O’Reilly noted how in almost any industry, major companies that dominate the market typically do not remain successful over a long period. He cited research he conducted with computer giant IBM to explore how some firms fail and others continue to succeed.
“In 2000, IBM did an internal study — it looked at 29 separate technologies and markets that it had the capability to enter, and the technology, but failed to enter the market. And this led the CEO to question how IBM strategizes and how it implements strategy,” he said.
“What it decided is that it makes no sense to strategize at the corporate level, that is, every business unit manager has to be able to have strategic insight and the ability to execute,” the professor said.
And once each of the managers decides on a strategy, he will have to think about how they need to organize to execute that strategy, he said. The managers ask themselves whether they have the right people, are their teams organized the right way, or is the culture of their unit aligned with their strategy, he added.
One problem with successful companies, O’Reilly said, is that a very successful culture could hamper their ability to adapt to changes.
“When we are successful, we get older as a business, and when we get older, we develop cultures — tacit ways of operating that help us succeed. But that also creates inertia, rigidity within our systems and processes, within our culture, within our leaders and their mind-set,” he said. “The very things that make us successful put us at risk.”

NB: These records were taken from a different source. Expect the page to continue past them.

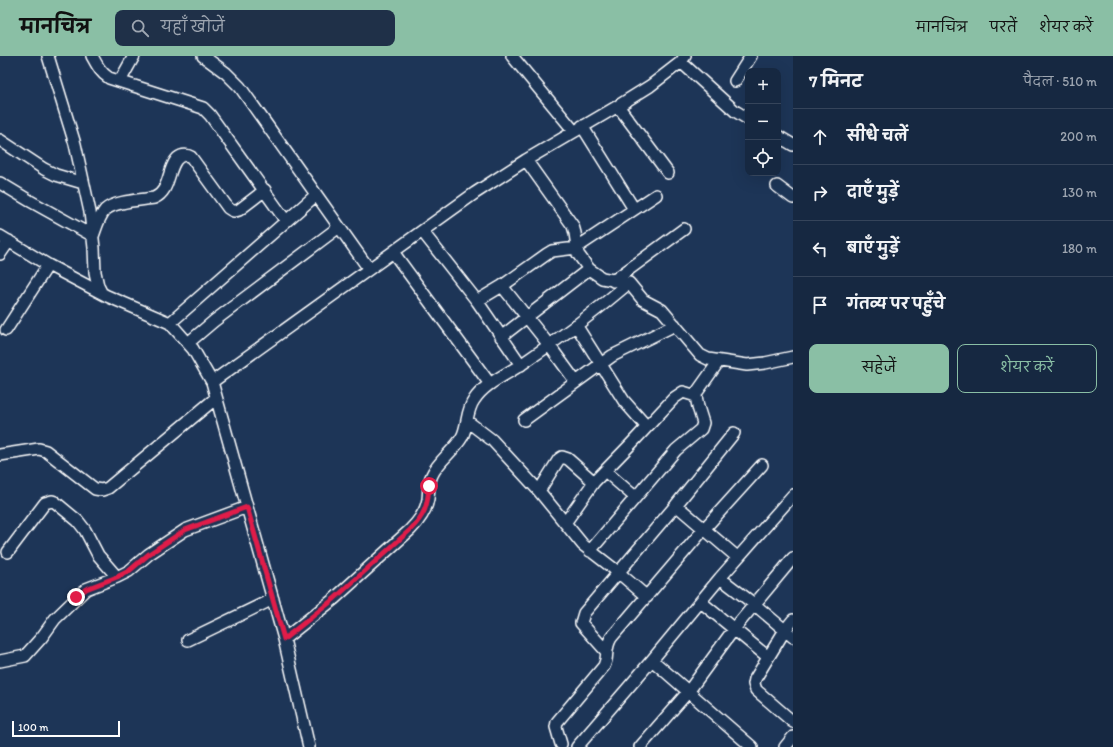 <!DOCTYPE html>
<html lang="hi">
<head>
<meta charset="utf-8">
<style>
  body { margin:0; font-family:Itim,"Playpen Sans Deva",sans-serif; background:#1f3048; color:#f1f3f6 }
  .controls { position:absolute; right:12px; top:12px; display:grid; overflow:hidden; border-radius:8px; box-shadow:0 4px 16px #0002 }
  .controls button { width:36px; height:36px; display:grid; place-items:center; padding:0; border:0; border-bottom:1px solid #35445a; background:#162841; color:#f1f3f6; font:20px sans-serif }
  .scale { position:absolute; left:12px; bottom:10px; width:108px; box-sizing:border-box; padding-left:4px; border:2px solid #fff; border-top:0; font-size:11px; line-height:14px; white-space:nowrap; color:#fff; -webkit-text-stroke:3px #1d3557; paint-order:stroke }
  .stop { position:absolute; width:12px; height:12px; margin:-9px; border:3px solid #e11d48; border-radius:50%; background:#fff }
  .stop.end { background:#e11d48; border-color:#fff; box-shadow:0 1px 4px #0008 }
  .list { margin:0; padding:0; list-style:none }
  h2 { display:flex; justify-content:space-between; align-items:center; height:52px; margin:0; padding:0 16px; font-size:17px }
  h2 small { font-size:13px; font-weight:400; color:#9ea6b1 }
  .list li { display:grid; grid-template-columns:26px 1fr auto; gap:12px; align-items:center; box-sizing:border-box; height:56px; padding:0 16px; border-top:1px solid #35445a }
  .list b { display:block; font-size:15px; white-space:nowrap }
  .list em { font-size:13px; font-style:normal; color:#9ea6b1 }
  .actions { display:flex; gap:8px; padding:12px 16px }
  .actions a { flex:1; padding:9px 0; border:1px solid #8abfa5; border-radius:8px; text-align:center; font-size:14px; color:#8abfa5 }
  .actions .main { background:#8abfa5; color:#111 }
  .icon { flex:none; width:22px; height:22px; fill:none; stroke:currentColor; stroke-width:2; stroke-linecap:round; stroke-linejoin:round }
  .map { position:relative; flex:none; width:793px; height:691px; overflow:hidden }
  header { display:flex; align-items:center; gap:24px; box-sizing:border-box; height:56px; padding:0 20px; background:#8abfa5; color:#111 }
  header strong { font-size:19px }
  nav { display:flex; gap:22px; margin-inline-start:auto; font-size:14px }
  .search { width:280px; height:36px; background:#1f3048; display:flex; align-items:center; gap:10px; box-sizing:border-box; padding:0 14px; border-radius:8px; color:#9ea6b1; font-size:15px }
  main { display:flex }
  aside { flex:1; background:#162841 }
  .map>svg:first-child { display:block }
</style>
</head>
<body>
<header>
<strong>मानचित्र</strong>
<div class="search"><svg class="icon" aria-label="search" viewBox="0 0 24 24"><circle cx="10" cy="10" r="6"/><path d="M15 15l6 6"/></svg>यहाँ खोजें</div>
<nav><a>मानचित्र</a><a>परतें</a><a>शेयर करें</a></nav>
</header>
<main>
<div class="map">
<svg width="793" height="691" viewBox="0 0 793 691">
  <rect width="100%" height="100%" fill="#1d3557"/>
  <filter id="ink" filterUnits="userSpaceOnUse"><feTurbulence type="fractalNoise" baseFrequency=".025" numOctaves="2"/><feDisplacementMap in="SourceGraphic" scale="8" xChannelSelector="R" yChannelSelector="G"/><feConvolveMatrix kernelMatrix="1 2 1 2 8 2 1 2 1" color-interpolation-filters="sRGB"/></filter>
  <g filter="url(#ink)">
    <g fill="none" stroke-linecap="round" stroke-linejoin="round">
      <defs>
        <path id="minor" d="M 48,0 L 75,88 L 90,156 L 94,192 L 95,216 L 98,230 L 101,236
          M 92,0 C 97,9 100,16 109,22 L 203,52 L 210,59 L 286,165
          M 203,0 L 226,17 L 240,31 L 369,213
          M 512,0 L 574,75
          M 681,6 L 735,55 L 748,63
          M 120,25 L 134,0
          M 735,25 L 751,0
          M 618,50 L 668,117
          M 582,70 L 634,153
          M 778,80 L 793,89
          M 0,84 L 44,113 L 56,119 L 83,127
          M 526,104 L 573,170 L 575,177 L 578,198 L 589,213 L 602,222 L 629,227 L 643,244 L 662,254 L 700,299 L 708,303 L 747,309 L 765,307 L 793,301
          M 0,127 L 30,145 L 93,180 C 96,172 99,161 105,154 C 114,145 141,144 154,142 C 170,135 167,116 176,104 C 180,99 186,98 191,101 L 228,152 C 232,155 234,156 239,154 L 265,134
          M 777,130 L 793,142
          M 422,175 L 477,245 L 521,309
          M 0,180 L 48,209 L 107,240 L 170,267 L 193,293 L 212,326 L 475,137 L 526,104 L 618,50 L 650,30 L 681,6 L 685,0
          M 393,196 L 490,328
          M 0,198 L 9,185
          M 613,225 L 684,173
          M 502,230 L 549,289 L 576,326
          M 477,245 L 502,230 L 547,198 L 552,195 L 576,192 L 656,139
          M 170,267 L 316,139
          M 576,269 L 624,345 L 647,371
          M 6,274 L 48,209
          M 501,281 L 589,213
          M 188,287 L 214,265 L 339,171
          M 212,326 L 284,583 L 309,691
          M 524,364 L 612,300 L 675,269
          M 467,365 L 492,384 L 539,435 L 583,489 L 618,516 L 647,541
          M 0,399 L 39,393 L 46,395 L 95,433 L 102,434 L 108,432 L 216,342
          M 605,415 L 635,441
          M 539,435 L 559,403 L 562,401 L 568,403 L 594,426
          M 676,449 L 737,501
          M 565,467 L 594,426 L 631,388 L 674,342 L 683,336 L 696,340
          M 590,495 L 676,394 L 701,373 L 703,367 L 698,351 L 696,340 L 697,336 L 719,305
          M 8,496 L 45,447 L 52,445 L 55,446 L 78,465 L 85,474 L 98,499 L 117,521
          M 720,522 L 754,548 L 793,581
          M 701,546 L 768,601
          M 793,564 L 785,574 L 755,623 L 754,628 L 756,634 L 793,666
          M 284,583 L 334,543 L 410,474 C 419,465 426,456 428,443 C 429,435 428,427 432,419 C 438,405 454,395 462,381 C 468,370 466,355 474,344 C 485,327 506,319 522,308 C 559,283 595,256 629,227
          M 188,584 L 273,543
          M 606,595 L 581,567 L 584,557 L 676,449 L 734,377
          M 652,604 L 752,691
          M 0,605 L 25,600 L 42,581 L 55,563 L 86,533 L 117,521 L 129,515 L 149,498 L 185,474 L 247,451
          M 561,688 L 556,671 L 557,666 L 604,610 C 609,600 604,594 611,582 L 704,473 L 762,409
          M 577,691 L 652,604 L 720,522 L 793,439
          M 640,691 L 688,636 L 734,573 L 793,502
          M 785,691 L 793,681"/>
      </defs>
      <use href="#minor" stroke="#fff" stroke-width="14"/>
      <use href="#minor" stroke="#1d3557" stroke-width="11"/>
    </g>
  </g>
  <g fill="none" stroke-linecap="round" stroke-linejoin="round" filter="url(#ink)">
    <path stroke="#e11d48" stroke-width="5" d="M 76,541 L 86,533 L 117,521 L 129,515 L 149,498 L 185,474 L 247,451 L 284,583 L 334,543 L 410,474 C 424,460 428,450 429,430"/>
  </g>
</svg>
<div class="controls">
<button>+</button>
<button>−</button>
<button><svg class="icon" aria-label="locate" viewBox="0 0 24 24"><circle cx="12" cy="12" r="6"/><path d="M12 2v4M12 18v4M2 12h4M18 12h4"/></svg></button>
</div>
<div class="scale">100 m</div>
<div class="stop" style="left:429px;top:430px"></div>
<div class="stop end" style="left:76px;top:541px"></div>
</div>
<aside>
<h2>7 मिनट<small>पैदल · 510 m</small></h2>
<ul class="list">
<li><svg class="icon" aria-label="ahead" viewBox="0 0 24 24"><path d="M12 20V5M6 11l6-6 6 6"/></svg><div><b>सीधे चलें</b></div><em>200 m</em></li>
<li><svg class="icon" aria-label="right" viewBox="0 0 24 24"><path d="M7 20v-9h11M14 6l5 5-5 5"/></svg><div><b>दाएँ मुड़ें</b></div><em>130 m</em></li>
<li><svg class="icon" aria-label="left" viewBox="0 0 24 24"><path d="M17 20v-9H6M10 6l-5 5 5 5"/></svg><div><b>बाएँ मुड़ें</b></div><em>180 m</em></li>
<li><svg class="icon" aria-label="arrive" viewBox="0 0 24 24"><path d="M6 21V4h12l-3 4 3 4H6"/></svg><div><b>गंतव्य पर पहुँचे</b></div></li>
</ul>
<div class="actions"><a class="main">सहेजें</a><a>शेयर करें</a></div>
</aside>
</main>
</body>
</html>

“In most businesses, perhaps not all, if you pursue the same strategy, the same technology over time, you will eventually lose. You will be successful only so long as your existing strategy and alignment are appropriate. But if the world is changing, then as leaders we need different alignments,” O’Reilly told the audience.
In 2000, IBM put a new manager in charge of its health-care division, where the company had small sales but saw huge market potential to sell hardware, software and consulting, O’Reilly said.
The manager was told to run the business “with a completely different alignment” — to hire different people than IBM usually did, to have different compensation systems and to have a different culture, he noted. The structure at the division is entirely different from, for example, IBM’s mainframe computer division, O’Reilly said.
What was needed here, he said, was an ambidextrous leadership that tolerates different alignments among divisions within the company. “Unless companies like IBM are prepared to explicitly manage this, they will mistakenly attempt to use some of the things that had made them successful in ways that will be inappropriate,” he added.